Given that Afrezza is not available in Canada, this is not really relevant, but should Afrezza one day become available you will need a prescription.
Yes - BUT - I bough gas in the US a couple of weeks ago for $3/gal. As I was driving to work this morning I noticed gas was $1.41 Canadian/litre which works out to $4.30 US/gal. So I pay 140% higher for gas.
Then again, I can live without buying gas, but PWD cannot live without insulin so it is not a fair comparison.
Almost like a copay price…
@Eric pointed this out before, but this shouldn’t be as difficult with a pharmacy like Mark’s (for US buyers), because they have a toll-free 877#, so as long as you direct the prescription filler to their number, they will fax the rx there as they would any other local rx.
Here are their instructions:
NEW RX ORDERS: SIMPLE AS 1 - 2 OR 3:
(1) Phone toll free 1-877-888-9265
(2) Scan prescription to firstname.lastname@example.org
(3) or; fax prescription to 1-877-888-9805
I pay about $140 Canadian for two boxes of penfills (so 3000 units) of Fiasp (they’re not yet covered by provincial healthcare, but I do get 80% reimbursed by insurance through my employer). We only have one price in Canada. To be honest, I’ve never understood how there are different prices in the US, like $100 for an insurance company and $400 for an individual customer, makes no sense at all to me.
It doesn’t make any sense to anyone else either… and the ultimate irony is that secret backroom rebates (which are what has driven list prices up) are defended as a practice of the “free market” when in reality they’re pretty much at the opposite end of the spectrum
Be aware, though, that when you buy from one of these pharmacies, you pay a lot less than in the US, but a lot more than a Canadian customer walk-in. The prices are for US customers - about 2x those in Canada I think.

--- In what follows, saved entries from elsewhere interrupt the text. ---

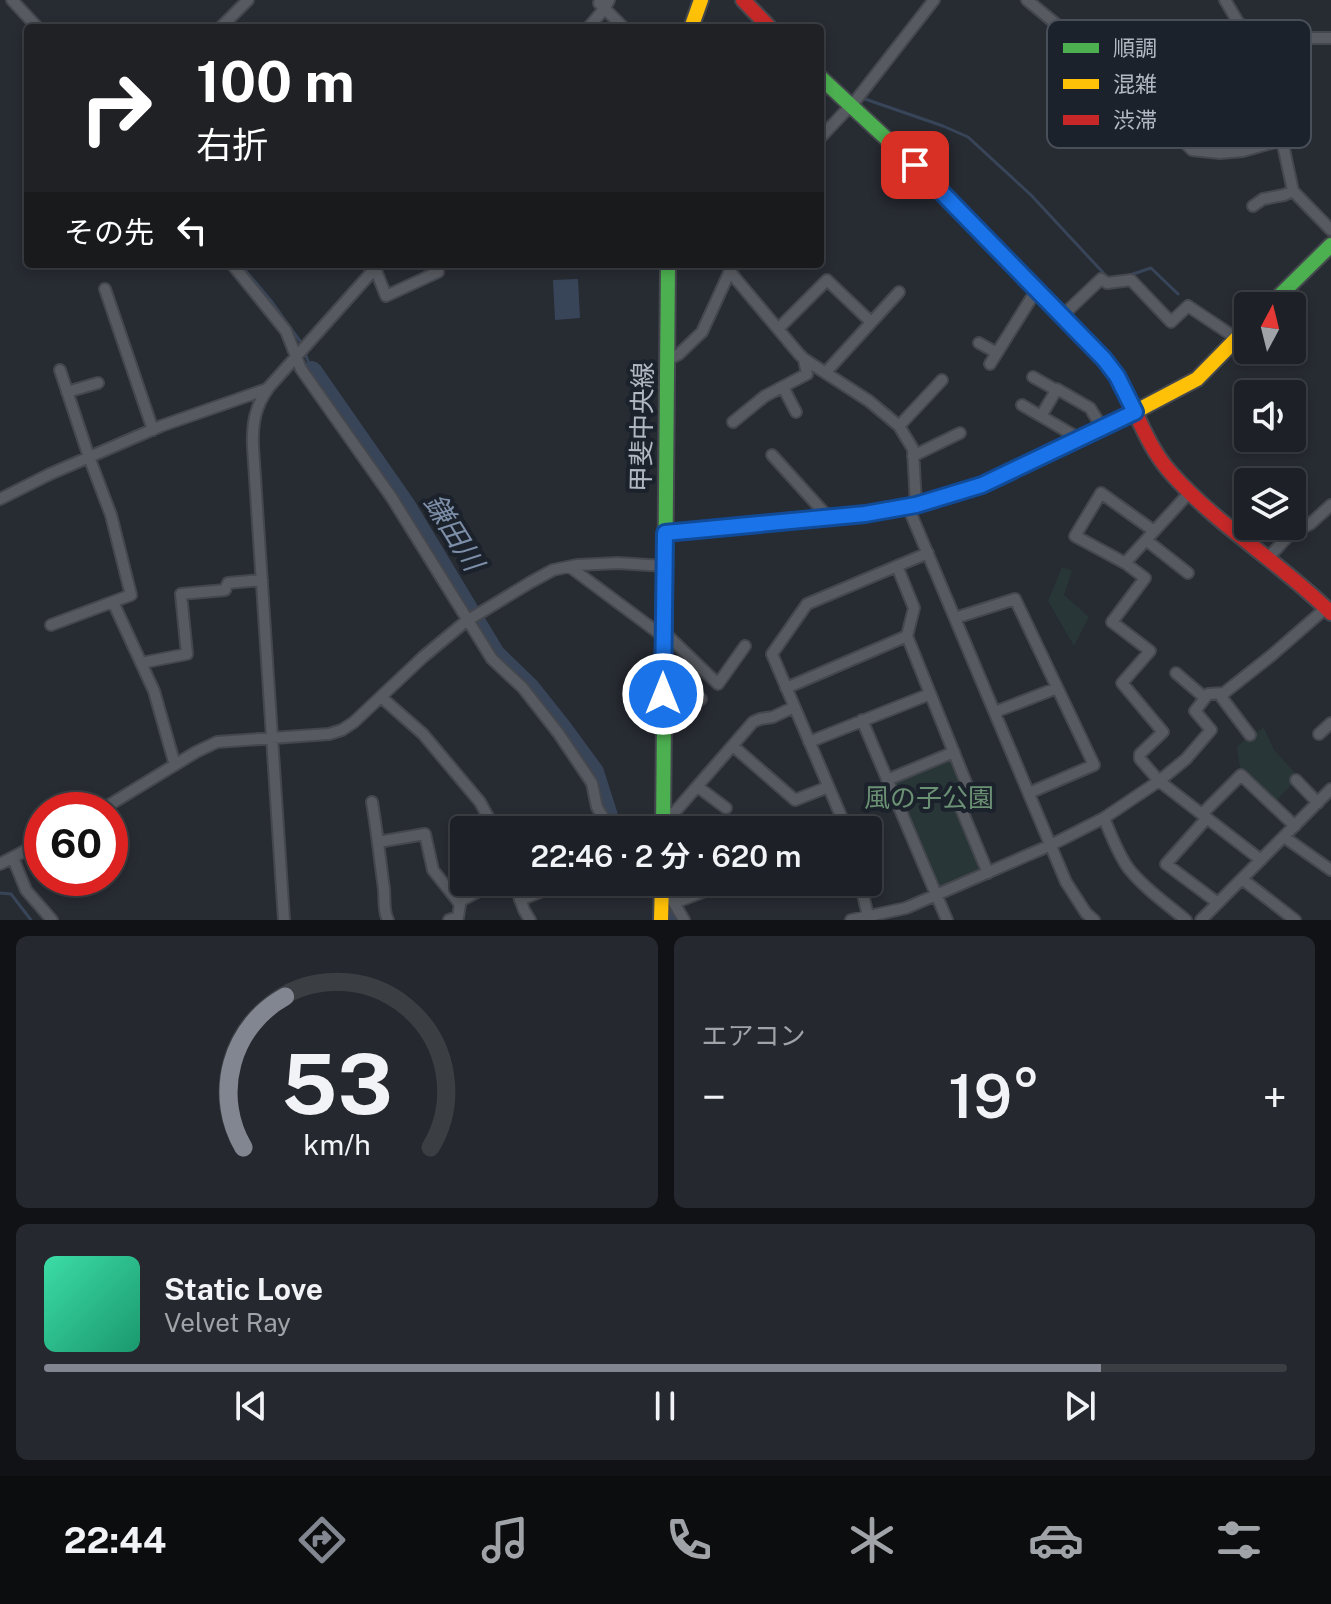 <!DOCTYPE html>
<html lang="ja">
<meta charset="utf-8">
<style>
:root{--surface:#1d2026;--page:#25282e;--text:#f1f3f6;--muted:#a0a3a7;--line:#3b3e43;--accent:#818690}
body{margin:0;font-family:"Public Sans","Noto Sans JP",sans-serif;background:var(--page);color:var(--text);height:100vh;display:flex;flex-direction:column;font-size:30px;white-space:nowrap}
*{box-sizing:border-box;margin:0}
p{font-size:26px;color:var(--muted)}
.icon{flex:none;width:44px;height:44px;fill:none;stroke:currentColor;stroke-width:2;stroke-linecap:round;stroke-linejoin:round}
.map{position:relative;height:920px;overflow:hidden}
.panel{display:flex;flex-direction:column;gap:16px;padding:16px;background:#101215;flex:1}
.panel>*{flex:none}
.top-card{position:absolute;left:24px;top:24px;width:800px;height:244px;border-radius:8px;box-shadow:0 4px 12px #0003,0 0 0 2px var(--line);background:#202124;color:#fff;overflow:hidden}
.needle{width:52px;rotate:7deg}
.buttons{position:absolute;left:1234px;top:292px;display:grid;gap:16px}
.buttons a{display:grid;place-items:center;width:72px;height:72px;border-radius:8px;background:var(--surface);box-shadow:0 4px 12px #0003,0 0 0 2px var(--line);font-size:40px}
.speed{position:absolute;left:24px;top:792px;display:flex;gap:16px;font-size:40px;font-weight:700;text-align:center}
.speed>*{display:grid;place-content:center;width:104px;height:104px;border-radius:50%;background:var(--surface);box-shadow:0 4px 12px #0003,0 0 0 2px var(--line);line-height:1}
.speed .limit{border:12px solid #d22;background:#fff;color:#111}
.pin{position:absolute;display:grid;place-items:center;width:68px;height:68px;color:#fff;margin:-34px;border-radius:16px;box-shadow:0 4px 12px #0006}
.me{position:absolute;width:88px;margin:-44px;rotate:0deg;stroke-linejoin:round;filter:drop-shadow(0 0 6px #0008)}
.turn{display:flex;align-items:center;gap:28px;height:168px;padding:0 40px;font-size:36px}
.turn .icon{width:104px;height:104px;stroke-width:2.5}
.turn b{display:block;font-size:56px;line-height:68px}
.then{display:flex;align-items:center;height:76px;padding:0 40px;background:#0003;gap:16px;font-size:30px}
.big{font-size:60px;font-weight:600;line-height:1.1}
.panel .card{flex:1;display:flex;flex-direction:column;justify-content:center;gap:12px;min-width:0;padding:0 28px;border-radius:12px;background:var(--page)}
.panel .dial{align-items:center;gap:0}
.dial svg{height:208px;overflow:visible;fill:none;stroke:var(--line);stroke-width:7;stroke-linecap:round;text-anchor:middle}
.dial text{fill:var(--text);stroke:none}
.song{display:flex;align-items:center;gap:24px}
.cover{width:96px;height:96px;border-radius:12px;background:linear-gradient(135deg,hsl(160 70% 55%),hsl(160 70% 35%))}
.played{height:8px;border-radius:4px;background:linear-gradient(90deg,var(--accent) 85%,var(--line) 85%)}
.keys{display:flex;justify-content:space-around;direction:ltr}
.heat{display:flex;justify-content:space-between;align-items:center;font-size:44px;direction:ltr}
.panel .tiles{flex:1;display:grid;gap:16px;grid-template-columns:1fr 1fr}
.card:last-child{grid-column:span 2}
.trip{position:absolute;left:450px;top:816px;width:432px;height:80px;border-radius:8px;background:var(--surface);box-shadow:0 4px 12px #0003,0 0 0 2px var(--line);font-weight:600;line-height:80px;text-align:center}
.dock{display:flex;height:128px;justify-content:space-around;align-items:center;background:#0c0d0f;color:var(--muted)}
.dock .icon{width:56px;height:56px}
.dock .active{color:var(--accent)}
.dock b{font-size:36px;color:var(--text)}
.map>svg:first-child{display:block}
.green{fill:#283638}
.water{fill:#384559}
.lines{fill:none;stroke-linecap:round;stroke-linejoin:round}
.stream{stroke:#384559;stroke-width:3}
.river{stroke:#384559;stroke-width:20}
.street-casing{stroke:#44474d;stroke-width:14}
.fast-casing{stroke:#44474d;stroke-width:18}
.slow-casing{stroke:#44474d;stroke-width:18}
.jam-casing{stroke:#44474d;stroke-width:18}
.street{stroke:#575a60;stroke-width:10}
.fast{stroke:#4caf50;stroke-width:14}
.slow{stroke:#ffc107;stroke-width:14}
.jam{stroke:#c62828;stroke-width:14}
.route-casing{stroke:#114b97;stroke-width:20}
.route{stroke:#1a73e8;stroke-width:14}
.labels{text-anchor:middle;stroke-width:8;stroke-linejoin:round;paint-order:stroke}
.street-label{font-size:26px;fill:#b1b7c3;stroke:#1c222b}
.park-label{font-size:26px;fill:#6b9175;stroke:#1c222b}
.water-label{font-size:28px;font-style:italic;fill:#7c8ea8;stroke:#1c222b}
.key{fill:#1c222b;stroke:#494f59;stroke-width:2}
.key-label{font-size:22px;fill:#b1b7c3}
</style>
<div class="map">
<svg width="1331" height="920" viewBox="0 0 1331 920">
<rect width="100%" height="100%" fill="#272b32"/>
<path class="green" d="M1062,567L1072,571L1064,595L1089,617L1074,646L1048,601Z
M1264,728L1274,750L1299,777L1274,803L1241,775L1237,747L1250,735Z
M950,754L966,792L957,800L986,872L937,893L891,784Z"/>
<path class="water" d="M578,279L580,318L555,320L553,280Z"/>
<g class="lines">
<path class="stream" d="M865,99L943,126L968,137L1031,195L1109,279
M240,264L272,302L300,341L312,371
M1130,275L1151,268L1178,294
M0,893L11,894L31,920"/>
<path class="river" d="M312,371L406,506L495,654L530,688L561,727L594,772L609,819L617,830
M668,905L677,920"/>
<defs>
<path id="street" d="M12,0L38,28
M1027,0L1129,84L1192,150L1220,153L1243,151L1282,140
M1225,0L1238,22L1268,48L1274,117L1282,140L1293,191L1331,230
M599,3L624,28
M220,28L248,0
M588,28L605,8L609,0
M1268,48L1296,38H1331
M820,138L856,100L934,0
M1253,206L1263,199L1284,195L1293,191
M232,264L286,331L301,369L392,498L492,659L523,688L559,734L592,783L597,807L611,830
M729,264L730,271L736,279L799,354L804,359L869,401L899,426L913,449L916,505L911,514L1066,882L1086,913L1094,920
M375,268L386,296L438,272L434,264
M105,289L153,430
M1062,316L1101,279L1107,283L1131,280L1171,322L1188,306L1236,338
M779,328L827,280L871,322
M979,343L997,353
M667,360L679,354L702,332L730,271
M990,364L1037,289
M826,372L899,292
M1033,377L1056,390
M783,387L796,412
M67,392L98,383
M1022,405L1080,439
M1041,416L1057,389L1090,408L1103,429
M733,422L765,396L807,374L804,359
M899,426L942,380
M772,455L829,518
M913,456L960,433
M0,499L50,474L161,426L267,389
M1154,531L1101,493L1075,536L1125,563L1145,578L1112,622L1150,651L1122,683L1163,732L1140,754V759L1159,781L1261,860
M1146,540L1188,573
M1268,558L1291,533L1310,524L1331,505
M1125,563L1189,493
M897,566L914,608L907,636L971,795L958,801L988,873
M570,567L664,637
M113,602L154,691L175,765
M955,618L1015,599L1094,765L1029,793
M51,625L131,595L111,515L89,457L60,370
M665,633L718,684L745,646
M141,663L187,654L181,594L225,590L228,583L262,580
M1176,673L1205,698
M786,688L907,636
M1224,693L1222,698L1250,735
M381,697L423,734L480,802L495,830
M995,712L1057,688
M862,720L947,920
M663,723L701,699
M1319,734L1331,723
M809,742L930,694
M733,746L795,800L828,787
M887,780L954,752
M1296,780L1318,803
M698,787L726,808
M372,802C377,831 380,860 384,889C385,899 383,911 388,920
M101,810L196,752L217,742L329,734L342,730L354,722L423,657L465,622L531,582L553,570L577,565L618,563L664,566
M663,814L674,813L753,722L760,719L773,717L794,707
M1202,814L1241,775L1295,826
M1104,818C1111,835 1118,854 1129,869C1145,889 1167,904 1186,920
M1207,818L1166,864L1218,903
M847,830L772,654L807,604L928,553
M1284,837L1331,870
M378,842L425,834L433,870L460,904L458,917L449,920
M13,858L26,890L52,920
M0,864L42,842
M1242,879L1295,920
M514,882L524,910L530,920
M860,882L869,920
M663,884L684,920
M520,900L564,882
M458,902L496,882
M674,903L728,882
M284,920L253,447C252,424 255,406 269,387L379,264
M851,920L906,908L1051,845L1104,818L1159,781L1186,759L1211,730L1195,711L1208,694L1224,693L1272,655L1326,608
M1201,920L1331,789"/>
<path id="fast" d="M820,77L915,165L1069,323
M1269,306L1331,245
M665,533L865,514L916,505L982,485L1125,417
M663,830L668,264"/>
<path id="slow" d="M691,28L701,0
M1125,417L1197,379L1248,327
M661,920L662,882"/>
<path id="jam" d="M743,0L770,28
M1069,323C1084,338 1101,354 1114,372C1135,404 1144,443 1171,473C1218,526 1281,563 1331,613"/>
</defs>
<use href="#street" class="street-casing"/>
<use href="#fast" class="fast-casing"/>
<use href="#slow" class="slow-casing"/>
<use href="#jam" class="jam-casing"/>
<use href="#street" class="street"/>
<use href="#fast" class="fast"/>
<use href="#slow" class="slow"/>
<use href="#jam" class="jam"/>
</g>
<g class="lines">
<defs>
<path id="route" d="M663,694L665,533L865,514L916,505L982,485L1135,412L1117,376L1104,359L915,165"/>
</defs>
<use href="#route" class="route-casing"/>
<use href="#route" class="route"/>
</g>
<g class="labels">
<g class="street-label">
<text transform="translate(642 427) rotate(-89)" y="9">甲斐中央線</text>
</g>
<g class="park-label">
<text x="929" y="807">風の子公園</text>
</g>
<g class="water-label">
<text transform="translate(454 532) rotate(58)" y="10">鎌田川</text>
</g>
</g>
<rect x="1047" y="20" width="264" height="128" rx="12" class="key"/>
<rect x="1063" y="43" width="36" height="10" fill="#4caf50"/>
<rect x="1063" y="79" width="36" height="10" fill="#ffc107"/>
<rect x="1063" y="115" width="36" height="10" fill="#c62828"/>
<g class="key-label">
<text x="1113" y="56">順調</text>
<text x="1113" y="92">混雑</text>
<text x="1113" y="128">渋滞</text>
</g>
</svg>
<div class="buttons">
<a><svg class="needle" viewBox="-14 -14 28 28"><path d="M0-13l5 13h-10z" fill="#e53935"/><path d="M0 13l5-13h-10z" fill="#a0a3a7"/></svg></a>
<a><svg class="icon" aria-label="sound" viewBox="0 0 24 24"><path d="M4 9h4l5-4v14l-5-4H4zM17 9q2 3 0 6"/></svg></a>
<a><svg class="icon" aria-label="layers" viewBox="0 0 24 24"><path d="M12 4l9 5-9 5-9-5zM3 14l9 5 9-5"/></svg></a>
</div>
<div class="speed"><div class="limit">60</div></div>
<div class="pin" style="left:915px;top:165px;background:#d93025"><svg class="icon" aria-label="arrive" viewBox="0 0 24 24"><path d="M6 21V4h12l-3 4 3 4H6"/></svg></div>
<svg class="me" style="left:663px;top:694px" viewBox="-20 -20 40 40"><circle r="17" fill="#1a73e8" stroke="#fff" stroke-width="3"/><path d="M0-11L8 9 0 5-8 9z" fill="#fff"/></svg>
<div class="trip">22:46 · 2 分 · 620 m</div>
<div class="top-card">
<div class="turn"><svg class="icon" aria-label="right" viewBox="0 0 24 24"><path d="M7 20v-9h11M14 6l5 5-5 5"/></svg><div><b>100 m</b>右折</div></div>
<div class="then">その先<svg class="icon" aria-label="left" viewBox="0 0 24 24"><path d="M17 20v-9H6M10 6l-5 5 5 5"/></svg></div>
</div>
</div>
<section class="panel">
<div class="tiles">
<div class="card dial"><svg viewBox="0 0 100 80">
<path d="M14 69A42 42 0 1 1 86 69"/>
<path d="M14 69A42 42 0 0 1 30 11" stroke="#818690"/>
<text x="50" y="56" font-size="32" font-weight="700">53</text>
<text x="50" y="72" font-size="11">km/h</text>
</svg></div>
<div class="card"><p>エアコン</p>
<div class="heat"><a>−</a><b class="big">19°</b><a>+</a></div>
</div>
<div class="card">
<div class="song"><i class="cover"></i><div><b>Static Love</b><p>Velvet Ray</p></div></div>
<div class="played"></div>
<div class="keys"><svg class="icon" aria-label="previous" viewBox="0 0 24 24"><path d="M18 5L8 12l10 7zM5 5v14"/></svg><svg class="icon" aria-label="pause" viewBox="0 0 24 24"><path d="M8 5v14M16 5v14"/></svg><svg class="icon" aria-label="next" viewBox="0 0 24 24"><path d="M6 5l10 7-10 7zM19 5v14"/></svg></div>
</div>
</div>
</section>
<nav class="dock">
<b>22:44</b>
<svg class="icon active" aria-label="directions" viewBox="0 0 24 24"><path d="M12 3l9 9-9 9-9-9zM9 14v-3h6M13 9l2 2-2 2"/></svg>
<svg class="icon" aria-label="music" viewBox="0 0 24 24"><path d="M9 18V5l10-2v13"/><circle cx="6" cy="18" r="3"/><circle cx="16" cy="16" r="3"/></svg>
<svg class="icon" aria-label="phone" viewBox="0 0 24 24"><path d="M5 4h4l2 5-3 2q2 4 5 5l2-3 5 2v4C11 20 4 13 5 4z"/></svg>
<svg class="icon" aria-label="climate" viewBox="0 0 24 24"><path d="M12 3v18M4 7l16 10M4 17L20 7"/></svg>
<svg class="icon" aria-label="car" viewBox="0 0 24 24"><path d="M5 17H2v-5l4-1 3-4h7l3 4 3 1v5h-3M9 17h6M6 11h13"/><circle cx="7" cy="17" r="2"/><circle cx="17" cy="17" r="2"/></svg>
<svg class="icon" aria-label="filters" viewBox="0 0 24 24"><path d="M4 7h16M4 17h16"/><circle cx="9" cy="7" r="2"/><circle cx="15" cy="17" r="2"/></svg>
</nav>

For instance, at Mark’s, a great pharmacy, they list 1 box of 5x FIASP pens for $US110, which is $Can135, which is a bit more than 2x the cost listed by @Aaron and about 2x the cost listed by @Jen.
@Michel- did you stock up with diabetic supplies while in Canada?
I bought some Lantus, some Novolog, and some FIASP!
Here are my findings: Buying insulin while in Canada
Thanks for reminding me! I should really have posted the link on this thread earlier.
Wow. I can’t help noticing the number of clicks on the link above (buying insulin from Canada): 644 people clicked on it. I have never seen this number of clicks.
I know I’m late to this, but did you have any problems? I can’t tell if it’s “illegal” to buy insulin in person from Canada and want to be sure it’s safe.
Yes, I have ordered several times now. Mark’s does require a prescription to be faxed first now. But it’s very smooth.
I also have crossed the border by car several times and have both disclosed and not disclosed the purchases. I would err on not disclosing if you are buying a 3 month supply or less (that’s the permittable amount, I believe, though others may have more current info). I’m a little out of the loop, because the border has been closed for COVID. Last I checked, it still was? Hence, my recent order through Mark’s.
Both ways are very easy. I also order Jardiance from Canada, since it was SOOO much cheaper that way.
Welcome @MlleCWalls, we have always declared our insulin on our forms when going back into the US and have never had a problem. It is super easy in Canada, although if you are buying a significant amount call ahead and make sure they order it, since each pharmacy only has a limited supply.